This is the JIT code cache. 19,378 classes is not very many, so just a small section of the code cache is committed.

-                        GC (reserved=183268KB, committed=173156KB)
                            (malloc=5768KB, #110)
                            (mmap: reserved=177500KB, committed=167388KB)

These are areas outside of the heap that GC algorithms use for their processing.

-                  Compiler (reserved=162KB, committed=162KB)
                            (malloc=63KB, #229)
                            (arena=99KB, #3)

Similarly, this area is used by the compiler for its operations, apart from the resulting code placed in the code cache.

-                    Symbol (reserved=12093KB, committed=12093KB)
                            (malloc=10039KB, #110773)
                            (arena=2054KB, #1)

Interned String references and symbol table references are held here.

-           Memory Tracking (reserved=22466KB, committed=22466KB)
                            (malloc=22466KB, #1872)

Native memory tracking itself needs some space for its operation.

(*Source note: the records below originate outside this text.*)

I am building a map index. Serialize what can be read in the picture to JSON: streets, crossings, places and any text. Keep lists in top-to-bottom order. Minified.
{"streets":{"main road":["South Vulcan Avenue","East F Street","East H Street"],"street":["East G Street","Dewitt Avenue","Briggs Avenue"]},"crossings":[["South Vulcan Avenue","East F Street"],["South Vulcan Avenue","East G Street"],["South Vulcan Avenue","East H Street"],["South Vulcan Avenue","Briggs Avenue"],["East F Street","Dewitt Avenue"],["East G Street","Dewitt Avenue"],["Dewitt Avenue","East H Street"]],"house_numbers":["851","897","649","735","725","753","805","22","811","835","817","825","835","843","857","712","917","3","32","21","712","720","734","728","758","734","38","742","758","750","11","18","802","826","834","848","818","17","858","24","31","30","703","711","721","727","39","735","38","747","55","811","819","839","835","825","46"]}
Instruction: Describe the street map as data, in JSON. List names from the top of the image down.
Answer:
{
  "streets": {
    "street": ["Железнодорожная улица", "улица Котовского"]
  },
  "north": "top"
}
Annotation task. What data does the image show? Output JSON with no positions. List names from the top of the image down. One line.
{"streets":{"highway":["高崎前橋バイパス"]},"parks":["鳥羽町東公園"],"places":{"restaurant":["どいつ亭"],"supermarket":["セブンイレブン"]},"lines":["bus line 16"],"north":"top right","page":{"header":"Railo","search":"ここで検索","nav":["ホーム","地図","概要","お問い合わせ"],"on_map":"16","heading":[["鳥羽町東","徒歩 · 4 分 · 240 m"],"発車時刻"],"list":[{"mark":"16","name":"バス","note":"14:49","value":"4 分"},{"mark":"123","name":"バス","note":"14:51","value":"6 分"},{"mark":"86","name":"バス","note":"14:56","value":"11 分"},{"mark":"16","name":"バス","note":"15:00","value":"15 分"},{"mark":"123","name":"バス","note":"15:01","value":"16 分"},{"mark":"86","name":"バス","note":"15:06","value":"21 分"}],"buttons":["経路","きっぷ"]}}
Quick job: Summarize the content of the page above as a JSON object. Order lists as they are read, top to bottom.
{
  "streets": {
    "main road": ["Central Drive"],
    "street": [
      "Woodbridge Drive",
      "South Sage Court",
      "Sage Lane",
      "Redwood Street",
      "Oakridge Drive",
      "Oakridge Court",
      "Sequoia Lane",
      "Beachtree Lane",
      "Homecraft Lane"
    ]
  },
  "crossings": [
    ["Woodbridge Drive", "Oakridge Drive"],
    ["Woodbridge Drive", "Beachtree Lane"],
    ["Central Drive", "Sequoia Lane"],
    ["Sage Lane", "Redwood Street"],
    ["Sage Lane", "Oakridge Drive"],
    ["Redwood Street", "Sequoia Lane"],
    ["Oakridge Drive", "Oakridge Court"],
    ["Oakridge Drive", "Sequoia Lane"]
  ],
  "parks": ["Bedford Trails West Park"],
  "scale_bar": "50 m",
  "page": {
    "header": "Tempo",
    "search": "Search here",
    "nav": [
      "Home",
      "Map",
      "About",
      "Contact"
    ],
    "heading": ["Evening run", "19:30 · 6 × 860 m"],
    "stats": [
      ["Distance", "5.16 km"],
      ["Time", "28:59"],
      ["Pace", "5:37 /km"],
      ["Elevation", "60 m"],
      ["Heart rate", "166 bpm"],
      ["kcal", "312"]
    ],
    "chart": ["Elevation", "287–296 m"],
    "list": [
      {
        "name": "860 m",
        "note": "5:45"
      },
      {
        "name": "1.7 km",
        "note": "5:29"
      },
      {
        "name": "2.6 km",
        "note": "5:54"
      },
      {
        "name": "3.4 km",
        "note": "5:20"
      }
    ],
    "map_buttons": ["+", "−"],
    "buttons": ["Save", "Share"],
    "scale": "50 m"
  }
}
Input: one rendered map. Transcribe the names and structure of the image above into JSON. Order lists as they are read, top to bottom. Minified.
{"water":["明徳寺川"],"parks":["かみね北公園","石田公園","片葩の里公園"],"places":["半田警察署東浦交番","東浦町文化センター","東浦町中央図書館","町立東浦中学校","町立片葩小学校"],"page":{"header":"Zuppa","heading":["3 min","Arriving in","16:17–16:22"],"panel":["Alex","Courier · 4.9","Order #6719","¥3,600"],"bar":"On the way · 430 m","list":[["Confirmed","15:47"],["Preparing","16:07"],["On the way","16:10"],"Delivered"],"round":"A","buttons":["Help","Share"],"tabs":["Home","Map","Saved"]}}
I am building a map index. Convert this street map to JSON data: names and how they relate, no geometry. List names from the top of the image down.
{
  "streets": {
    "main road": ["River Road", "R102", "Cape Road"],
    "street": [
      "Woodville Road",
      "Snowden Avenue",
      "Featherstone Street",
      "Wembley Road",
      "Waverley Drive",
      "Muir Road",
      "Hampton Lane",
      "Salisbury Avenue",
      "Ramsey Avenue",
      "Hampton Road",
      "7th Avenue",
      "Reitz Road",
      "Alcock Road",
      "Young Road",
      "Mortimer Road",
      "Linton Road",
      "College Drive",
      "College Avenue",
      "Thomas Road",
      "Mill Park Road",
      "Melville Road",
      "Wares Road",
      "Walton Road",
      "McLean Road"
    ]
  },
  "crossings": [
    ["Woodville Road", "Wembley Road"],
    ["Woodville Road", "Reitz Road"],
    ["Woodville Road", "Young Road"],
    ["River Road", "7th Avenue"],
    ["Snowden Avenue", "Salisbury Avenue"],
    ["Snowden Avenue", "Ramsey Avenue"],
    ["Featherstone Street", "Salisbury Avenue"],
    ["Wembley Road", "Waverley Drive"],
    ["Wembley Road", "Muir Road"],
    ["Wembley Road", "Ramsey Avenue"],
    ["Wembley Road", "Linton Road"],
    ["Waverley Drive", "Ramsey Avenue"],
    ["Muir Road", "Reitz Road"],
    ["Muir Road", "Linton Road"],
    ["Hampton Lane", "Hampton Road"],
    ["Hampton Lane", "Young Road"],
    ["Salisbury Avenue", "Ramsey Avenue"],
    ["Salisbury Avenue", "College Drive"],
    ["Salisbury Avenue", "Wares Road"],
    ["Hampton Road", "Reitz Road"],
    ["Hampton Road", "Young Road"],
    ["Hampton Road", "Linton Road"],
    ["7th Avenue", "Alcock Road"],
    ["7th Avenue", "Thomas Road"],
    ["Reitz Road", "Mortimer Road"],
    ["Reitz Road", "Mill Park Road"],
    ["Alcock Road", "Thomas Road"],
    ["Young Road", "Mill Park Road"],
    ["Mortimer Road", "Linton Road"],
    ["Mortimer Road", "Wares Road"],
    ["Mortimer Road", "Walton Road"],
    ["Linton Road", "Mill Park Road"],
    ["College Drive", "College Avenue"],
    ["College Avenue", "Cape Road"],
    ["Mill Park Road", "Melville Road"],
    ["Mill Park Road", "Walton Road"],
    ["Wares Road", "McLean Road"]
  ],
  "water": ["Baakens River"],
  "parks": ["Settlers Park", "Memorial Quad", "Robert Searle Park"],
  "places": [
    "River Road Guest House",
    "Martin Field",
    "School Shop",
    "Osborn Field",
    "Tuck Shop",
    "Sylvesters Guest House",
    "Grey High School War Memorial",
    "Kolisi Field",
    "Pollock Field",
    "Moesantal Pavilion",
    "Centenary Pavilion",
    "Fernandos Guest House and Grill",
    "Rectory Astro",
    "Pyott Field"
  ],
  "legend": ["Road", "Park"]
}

  1. Detailed Memory Tracking Information

NMT provides two keys pieces of information:

Total Committed Size
The total committed size of the process is the actual amount of physical memory that the process will consume. This is close to the RSS (or working set) of the application, but those OS-provided measurements don’t include any memory that has been committed but paged out of the process. In fact, if the RSS of the process is less than the committed memory, that is often an indication that the OS is having difficulty fitting all of the JVM in physical memory.
Individual Committed Sizes
When it is time to tune maximum values—of the heap, the code cache, the metaspace—it is helpful to how much of that memory the JVM is actually using. Over allocating those areas usually leads only to harmless memory reservations, though in those cases where the reserved memory is important, NMT can help to track down where those maximum sizes can be trimmed.

NMT over time

NMT also allows you to track how memory allocations occur over time. After the JVM is started with NMT enabled, you can establish a baseline for memory usage by using this command:

% jcmd process_id VM.native_memory baseline

That causes the JVM to mark its current memory allocations. Later, you can compare the current memory usage to that mark:

% jcmd process_id VM.native_memory summary.diff
Native Memory Tracking:

Total:  reserved=5896078KB  -3655KB, committed=2358357KB -448047KB

-                 Java Heap (reserved=4194304KB, committed=1920512KB -444927KB)
                            (mmap: reserved=4194304KB, committed=1920512KB -444927KB)
....

In this case, the JVM has reserved 5.8 GB of memory and is presently using 2.3 GB. That committed size is 448 MB less than when the baseline was established. Similarly, the committed memory used by the heap has declined by 444 MB (and the rest of the output could be inspected to see where else the memory use declined to account for the remaining 4 MB).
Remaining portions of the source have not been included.